Your answer must consist only of the lines from the start of the entries through the line that holds "position:absolute; left:14px; top:1156px;", copied exactly, with no pictures.

▸ PROVIDED RECORDS

----------------------------------------

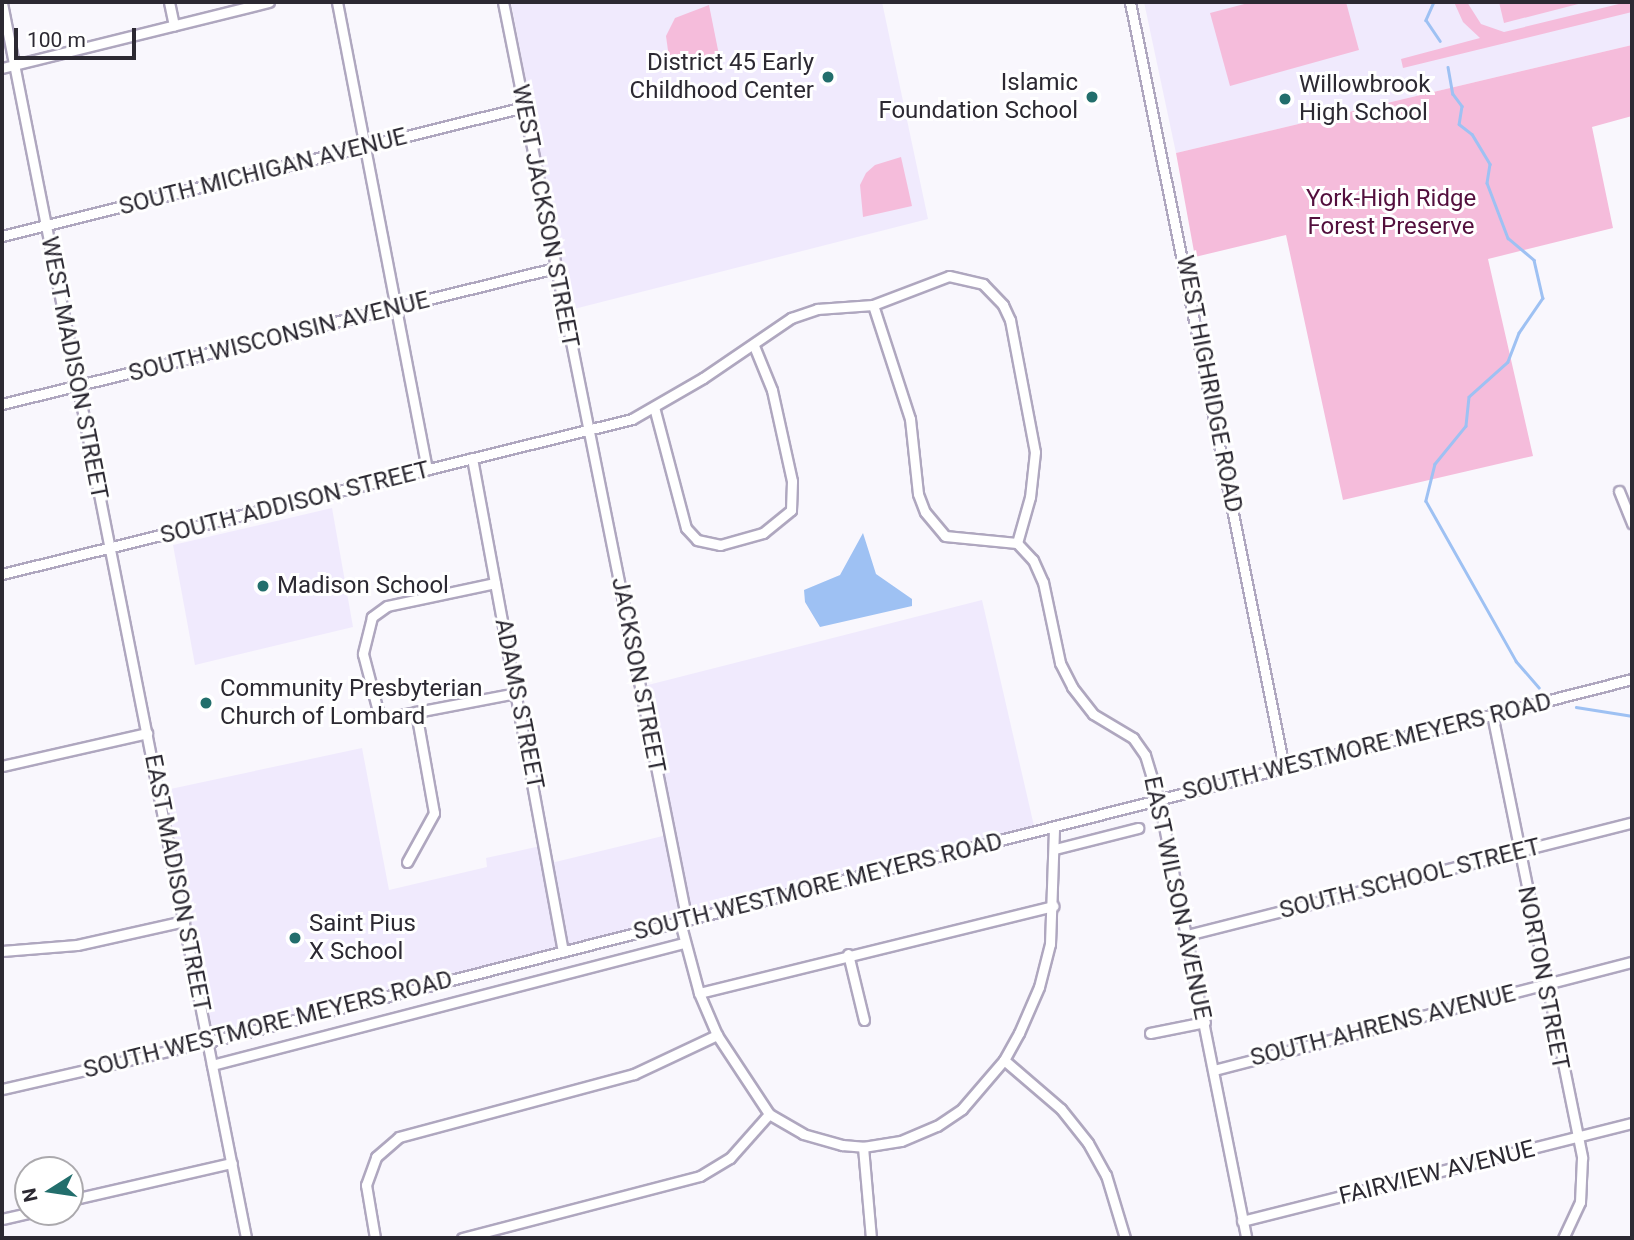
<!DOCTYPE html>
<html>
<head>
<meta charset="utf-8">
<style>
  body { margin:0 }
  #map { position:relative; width:1634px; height:1240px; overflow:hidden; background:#f9f7fd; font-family:Roboto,sans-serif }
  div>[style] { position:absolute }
  .built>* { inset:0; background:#f0eafd }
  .green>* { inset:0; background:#f5bcdb }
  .water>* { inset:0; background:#9ec1f3 }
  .stream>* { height:2.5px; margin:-1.25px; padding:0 1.25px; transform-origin:1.25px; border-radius:1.25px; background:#9ec1f3 }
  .roads { filter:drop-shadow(2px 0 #afa7bf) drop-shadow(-2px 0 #afa7bf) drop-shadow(0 2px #afa7bf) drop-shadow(0 -2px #afa7bf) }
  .minor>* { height:9px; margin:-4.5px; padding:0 4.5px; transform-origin:4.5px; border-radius:4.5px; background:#fff }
  .dots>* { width:19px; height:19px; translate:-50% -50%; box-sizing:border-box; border:4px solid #fff; border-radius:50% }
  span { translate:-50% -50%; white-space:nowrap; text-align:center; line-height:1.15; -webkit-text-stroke:6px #fff; paint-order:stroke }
  .poi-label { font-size:24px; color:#2c2932 }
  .right { translate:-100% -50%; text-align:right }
  .left { translate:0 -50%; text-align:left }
  .street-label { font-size:24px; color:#2c2932 }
  .park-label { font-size:24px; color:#530f3d }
  .frame { position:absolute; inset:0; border:4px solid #2c2932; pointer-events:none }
  .north { position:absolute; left:14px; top:1156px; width:70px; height:70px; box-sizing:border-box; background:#fff; border:2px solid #aba9ad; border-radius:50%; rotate:258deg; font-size:19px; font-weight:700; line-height:28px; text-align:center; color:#2c2932 }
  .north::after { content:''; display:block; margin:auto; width:24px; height:32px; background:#226e6c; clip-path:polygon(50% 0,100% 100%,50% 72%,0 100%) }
  .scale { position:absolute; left:14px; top:28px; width:122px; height:32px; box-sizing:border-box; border:4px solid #2c2932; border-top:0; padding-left:9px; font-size:21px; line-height:24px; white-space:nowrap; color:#2c2932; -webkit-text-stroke:5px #fff; paint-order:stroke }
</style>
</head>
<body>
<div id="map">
  <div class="built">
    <i style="clip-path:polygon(511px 2px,882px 2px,928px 219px,570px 310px)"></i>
    <i style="clip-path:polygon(1144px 2px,1632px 2px,1632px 45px,1176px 153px)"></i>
    <i style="clip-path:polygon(332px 508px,353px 627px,195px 665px,173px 545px)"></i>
    <i style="clip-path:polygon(982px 600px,1034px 826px,689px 915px,644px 686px)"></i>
    <i style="clip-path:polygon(362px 748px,389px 890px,487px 867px,486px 858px,545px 845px,558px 947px,211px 1036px,161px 791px)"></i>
    <i style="clip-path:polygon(667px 835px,682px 917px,566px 945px,551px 863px)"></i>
  </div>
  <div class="green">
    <i style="clip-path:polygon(1252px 2px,1346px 2px,1359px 50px,1230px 86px,1210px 13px)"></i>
    <i style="clip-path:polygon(1454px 2px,1467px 2px,1481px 24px,1504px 32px,1627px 2px,1632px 2px,1632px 12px,1403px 68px,1401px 59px,1480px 38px,1463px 22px)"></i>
    <i style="clip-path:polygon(1499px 2px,1586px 2px,1504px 23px)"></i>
    <i style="clip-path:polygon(709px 5px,719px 55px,670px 65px,666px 36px,675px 18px)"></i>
    <i style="clip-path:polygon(1632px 45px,1632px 116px,1592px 127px,1613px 228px,1488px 259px,1533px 456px,1343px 500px,1286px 235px,1195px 257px,1176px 153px)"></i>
    <i style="clip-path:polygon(901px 157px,912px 206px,863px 217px,860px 185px,866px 173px,875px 165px)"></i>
  </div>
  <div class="water">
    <i style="clip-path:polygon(863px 533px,876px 574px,912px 599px,912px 606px,820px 627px,805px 602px,804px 590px,840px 575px)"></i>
  </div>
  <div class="stream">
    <i style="left:1434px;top:2px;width:20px;rotate:114deg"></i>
    <i style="left:1426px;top:20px;width:25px;rotate:56deg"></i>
    <i style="left:1448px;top:67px;width:27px;rotate:80deg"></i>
    <i style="left:1453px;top:94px;width:15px;rotate:53deg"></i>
    <i style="left:1462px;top:106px;width:18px;rotate:99deg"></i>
    <i style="left:1459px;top:124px;width:16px;rotate:38deg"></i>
    <i style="left:1472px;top:134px;width:35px;rotate:59deg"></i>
    <i style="left:1490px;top:164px;width:19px;rotate:99deg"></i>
    <i style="left:1487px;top:183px;width:59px;rotate:69.1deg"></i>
    <i style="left:1508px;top:238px;width:34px;rotate:40deg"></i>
    <i style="left:1534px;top:260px;width:39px;rotate:77deg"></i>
    <i style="left:1543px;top:298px;width:42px;rotate:124.4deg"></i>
    <i style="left:1519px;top:333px;width:31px;rotate:111deg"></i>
    <i style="left:1508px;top:362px;width:52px;rotate:138.1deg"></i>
    <i style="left:1469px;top:397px;width:29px;rotate:96deg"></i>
    <i style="left:1466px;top:426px;width:49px;rotate:129.2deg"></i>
    <i style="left:1435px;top:464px;width:38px;rotate:104deg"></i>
    <i style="left:1426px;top:501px;width:184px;rotate:60.6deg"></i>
    <i style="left:1516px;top:661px;width:35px;rotate:49deg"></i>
    <i style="left:1576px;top:707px;width:57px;rotate:9.1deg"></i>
  </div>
  <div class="roads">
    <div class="minor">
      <i style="left:169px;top:2px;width:24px;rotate:78deg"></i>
      <i style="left:337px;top:2px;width:476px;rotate:79.1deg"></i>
      <i style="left:503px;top:2px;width:937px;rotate:78.68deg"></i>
      <i style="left:1130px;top:2px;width:780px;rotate:78.62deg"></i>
      <i style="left:2px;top:3px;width:1259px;rotate:78.82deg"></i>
      <i style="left:2px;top:68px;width:275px;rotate:-13.9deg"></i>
      <i style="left:2px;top:236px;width:538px;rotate:-13.88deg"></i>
      <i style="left:873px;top:305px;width:120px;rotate:72deg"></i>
      <i style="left:910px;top:419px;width:75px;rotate:83.9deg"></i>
      <i style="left:918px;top:494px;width:19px;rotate:69deg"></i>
      <i style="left:925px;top:512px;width:31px;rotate:50deg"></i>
      <i style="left:945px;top:536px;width:72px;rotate:5.6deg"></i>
      <i style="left:1017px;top:543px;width:23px;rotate:47deg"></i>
      <i style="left:1033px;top:560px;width:24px;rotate:66deg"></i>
      <i style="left:1043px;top:582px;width:83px;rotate:78.1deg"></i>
      <i style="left:1060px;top:663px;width:27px;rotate:63deg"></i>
      <i style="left:1072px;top:687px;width:34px;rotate:52deg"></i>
      <i style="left:1093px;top:714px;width:47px;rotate:31deg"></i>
      <i style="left:1133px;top:738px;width:21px;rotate:55deg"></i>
      <i style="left:1145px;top:755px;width:48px;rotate:73.1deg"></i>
      <i style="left:1159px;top:801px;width:446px;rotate:78.7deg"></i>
      <i style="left:2px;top:404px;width:569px;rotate:-13.82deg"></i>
      <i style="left:654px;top:407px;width:125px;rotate:75.2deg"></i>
      <i style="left:686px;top:528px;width:16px;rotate:47deg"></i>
      <i style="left:697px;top:540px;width:24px;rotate:12deg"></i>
      <i style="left:720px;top:545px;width:45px;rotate:-15.6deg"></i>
      <i style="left:763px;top:533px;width:36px;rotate:-39deg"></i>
      <i style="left:791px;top:510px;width:29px;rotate:-88deg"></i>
      <i style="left:792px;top:481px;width:93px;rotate:-102.4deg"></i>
      <i style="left:772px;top:390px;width:48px;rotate:-112.2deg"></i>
      <i style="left:472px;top:458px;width:502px;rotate:79.56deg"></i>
      <i style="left:1619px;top:491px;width:35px;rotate:68deg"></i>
      <i style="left:2px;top:574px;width:649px;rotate:-13.82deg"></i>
      <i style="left:632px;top:419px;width:82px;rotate:-30deg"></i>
      <i style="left:703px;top:378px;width:107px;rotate:-34.3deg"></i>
      <i style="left:791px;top:318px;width:28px;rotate:-19deg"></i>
      <i style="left:817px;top:309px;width:56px;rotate:-4.1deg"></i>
      <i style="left:873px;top:305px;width:81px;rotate:-20.9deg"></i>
      <i style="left:949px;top:276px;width:35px;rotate:13deg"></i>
      <i style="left:983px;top:284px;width:29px;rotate:46deg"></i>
      <i style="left:1003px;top:305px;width:17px;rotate:65deg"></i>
      <i style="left:1010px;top:320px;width:134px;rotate:79.3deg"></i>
      <i style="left:1035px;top:452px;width:45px;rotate:96.3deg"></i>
      <i style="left:1030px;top:497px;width:48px;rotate:105.8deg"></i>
      <i style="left:495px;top:583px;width:110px;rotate:168deg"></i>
      <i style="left:387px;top:606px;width:19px;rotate:144deg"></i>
      <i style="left:372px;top:617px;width:38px;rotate:104deg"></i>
      <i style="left:363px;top:654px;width:67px;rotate:75.3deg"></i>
      <i style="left:380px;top:719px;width:138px;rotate:-10.8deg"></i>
      <i style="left:1492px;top:714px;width:453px;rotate:78.5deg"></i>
      <i style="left:1582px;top:1158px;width:44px;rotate:92.6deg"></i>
      <i style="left:1580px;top:1202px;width:40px;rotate:115deg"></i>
      <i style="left:2px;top:766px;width:149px;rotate:-12.8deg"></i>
      <i style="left:1055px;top:849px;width:86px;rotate:-14.2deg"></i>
      <i style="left:407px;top:862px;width:56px;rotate:-61.1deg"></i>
      <i style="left:434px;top:813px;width:103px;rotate:-100.1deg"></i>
      <i style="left:680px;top:922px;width:73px;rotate:75deg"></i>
      <i style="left:699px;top:993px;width:46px;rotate:66.8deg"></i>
      <i style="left:717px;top:1035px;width:95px;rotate:56.6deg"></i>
      <i style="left:769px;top:1114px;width:39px;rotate:30deg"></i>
      <i style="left:803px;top:1134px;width:41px;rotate:15.8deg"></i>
      <i style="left:842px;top:1145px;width:21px;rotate:5deg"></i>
      <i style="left:863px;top:1147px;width:38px;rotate:-9deg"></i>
      <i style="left:901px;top:1141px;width:39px;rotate:-23deg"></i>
      <i style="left:937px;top:1126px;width:30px;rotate:-34deg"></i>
      <i style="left:962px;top:1109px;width:65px;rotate:-49.4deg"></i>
      <i style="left:1004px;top:1060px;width:31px;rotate:-61deg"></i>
      <i style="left:1019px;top:1033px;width:50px;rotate:-66.5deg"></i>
      <i style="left:1039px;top:987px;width:44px;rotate:-75.7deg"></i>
      <i style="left:1050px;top:944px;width:117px;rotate:-88deg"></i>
      <i style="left:1187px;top:935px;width:459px;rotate:-14.2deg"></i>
      <i style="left:2px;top:951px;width:75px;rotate:-4.6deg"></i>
      <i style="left:77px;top:945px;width:110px;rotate:-12.6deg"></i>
      <i style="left:848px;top:954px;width:68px;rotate:76.4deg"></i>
      <i style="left:699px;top:993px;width:365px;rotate:-13.8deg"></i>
      <i style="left:1150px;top:1033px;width:56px;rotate:-11.3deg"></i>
      <i style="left:1004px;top:1060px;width:75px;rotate:40.7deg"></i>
      <i style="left:1061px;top:1109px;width:43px;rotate:51.5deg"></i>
      <i style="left:1088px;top:1143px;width:37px;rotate:61deg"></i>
      <i style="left:1106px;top:1175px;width:66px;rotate:73.2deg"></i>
      <i style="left:212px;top:1065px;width:488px;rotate:-14.5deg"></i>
      <i style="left:1214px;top:1070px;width:432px;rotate:-14.5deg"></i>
      <i style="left:2px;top:1089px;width:211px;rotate:-12.9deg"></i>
      <i style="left:208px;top:1042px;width:1470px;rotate:-14.3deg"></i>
      <i style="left:863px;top:1147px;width:91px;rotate:85deg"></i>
      <i style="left:70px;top:1200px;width:166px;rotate:-12.9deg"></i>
      <i style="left:2px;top:1219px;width:31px;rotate:-13deg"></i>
      <i style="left:1242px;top:1221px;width:402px;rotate:-14.1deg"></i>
      <i style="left:375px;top:1238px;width:54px;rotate:-99.6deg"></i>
      <i style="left:366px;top:1185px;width:30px;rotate:-70deg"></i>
      <i style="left:376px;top:1157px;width:30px;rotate:-41deg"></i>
      <i style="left:399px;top:1137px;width:243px;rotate:-15deg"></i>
      <i style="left:634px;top:1074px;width:92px;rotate:-25.2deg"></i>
      <i style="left:462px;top:1238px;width:246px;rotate:-14.6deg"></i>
      <i style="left:700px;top:1176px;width:35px;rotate:-31deg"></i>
      <i style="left:730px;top:1158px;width:59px;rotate:-48.4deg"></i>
    </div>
  </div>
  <div class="dots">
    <i style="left:828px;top:77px;background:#226e6c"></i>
    <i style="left:1092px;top:97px;background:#226e6c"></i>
    <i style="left:1285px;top:99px;background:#226e6c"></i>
    <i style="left:263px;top:586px;background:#226e6c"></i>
    <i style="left:206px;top:703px;background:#226e6c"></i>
    <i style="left:295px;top:938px;background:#226e6c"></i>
  </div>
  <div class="poi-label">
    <span class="right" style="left:814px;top:77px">District 45 Early<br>Childhood Center</span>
    <span class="right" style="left:1078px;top:97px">Islamic<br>Foundation School</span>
    <span class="left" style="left:1299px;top:99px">Willowbrook<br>High School</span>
    <span class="left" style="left:277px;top:586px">Madison School</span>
    <span class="left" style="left:220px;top:703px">Community Presbyterian<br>Church of Lombard</span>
    <span class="left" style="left:309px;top:938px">Saint Pius<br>X School</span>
  </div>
  <div class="street-label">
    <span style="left:263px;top:172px;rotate:-14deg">SOUTH MICHIGAN AVENUE</span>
    <span style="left:545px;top:216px;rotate:79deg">WEST JACKSON STREET</span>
    <span style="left:279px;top:337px;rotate:-14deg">SOUTH WISCONSIN AVENUE</span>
    <span style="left:74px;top:368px;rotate:79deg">WEST MADISON STREET</span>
    <span style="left:1209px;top:384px;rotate:79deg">WEST HIGHRIDGE ROAD</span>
    <span style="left:295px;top:503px;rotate:-14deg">SOUTH ADDISON STREET</span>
    <span style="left:638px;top:675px;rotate:79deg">JACKSON STREET</span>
    <span style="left:519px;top:704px;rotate:79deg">ADAMS STREET</span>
    <span style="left:1367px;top:747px;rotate:-14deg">SOUTH WESTMORE MEYERS ROAD</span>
    <span style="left:1410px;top:879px;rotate:-14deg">SOUTH SCHOOL STREET</span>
    <span style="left:177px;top:883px;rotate:79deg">EAST MADISON STREET</span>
    <span style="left:818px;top:887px;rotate:-14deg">SOUTH WESTMORE MEYERS ROAD</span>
    <span style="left:1177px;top:898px;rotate:78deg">EAST WILSON AVENUE</span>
    <span style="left:1543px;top:978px;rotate:79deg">NORTON STREET</span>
    <span style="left:268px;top:1025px;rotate:-14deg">SOUTH WESTMORE MEYERS ROAD</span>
    <span style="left:1383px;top:1026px;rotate:-14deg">SOUTH AHRENS AVENUE</span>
    <span style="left:1437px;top:1173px;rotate:-14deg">FAIRVIEW AVENUE</span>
  </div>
  <div class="park-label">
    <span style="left:1391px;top:213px">York-High Ridge<br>Forest Preserve</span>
  </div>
  <div class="frame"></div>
  <div class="north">N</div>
  <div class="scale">100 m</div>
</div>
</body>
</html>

----------------------------------------

▸ SOLUTION TO THIS EXERCISE
<!DOCTYPE html>
<html>
<head>
<meta charset="utf-8">
<style>
  body { margin:0 }
  #map { position:relative; width:1634px; height:1240px; overflow:hidden; background:#f9f7fd; font-family:Roboto,sans-serif }
  div>[style] { position:absolute }
  .built>* { inset:0; background:#f0eafd }
  .green>* { inset:0; background:#f5bcdb }
  .water>* { inset:0; background:#9ec1f3 }
  .stream>* { height:2.5px; margin:-1.25px; padding:0 1.25px; transform-origin:1.25px; border-radius:1.25px; background:#9ec1f3 }
  .roads { filter:drop-shadow(2px 0 #afa7bf) drop-shadow(-2px 0 #afa7bf) drop-shadow(0 2px #afa7bf) drop-shadow(0 -2px #afa7bf) }
  .minor>* { height:9px; margin:-4.5px; padding:0 4.5px; transform-origin:4.5px; border-radius:4.5px; background:#fff }
  .dots>* { width:19px; height:19px; translate:-50% -50%; box-sizing:border-box; border:4px solid #fff; border-radius:50% }
  span { translate:-50% -50%; white-space:nowrap; text-align:center; line-height:1.15; -webkit-text-stroke:6px #fff; paint-order:stroke }
  .poi-label { font-size:24px; color:#2c2932 }
  .right { translate:-100% -50%; text-align:right }
  .left { translate:0 -50%; text-align:left }
  .street-label { font-size:24px; color:#2c2932 }
  .park-label { font-size:24px; color:#530f3d }
  .frame { position:absolute; inset:0; border:4px solid #2c2932; pointer-events:none }
  .north { position:absolute; left:14px; top:1156px; width:70px; height:70px; box-sizing:border-box; background:#fff; border:2px solid #aba9ad; border-radius:50%; rotate:258deg; font-size:19px; font-weight:700; line-height:28px; text-align:center; color:#2c2932 }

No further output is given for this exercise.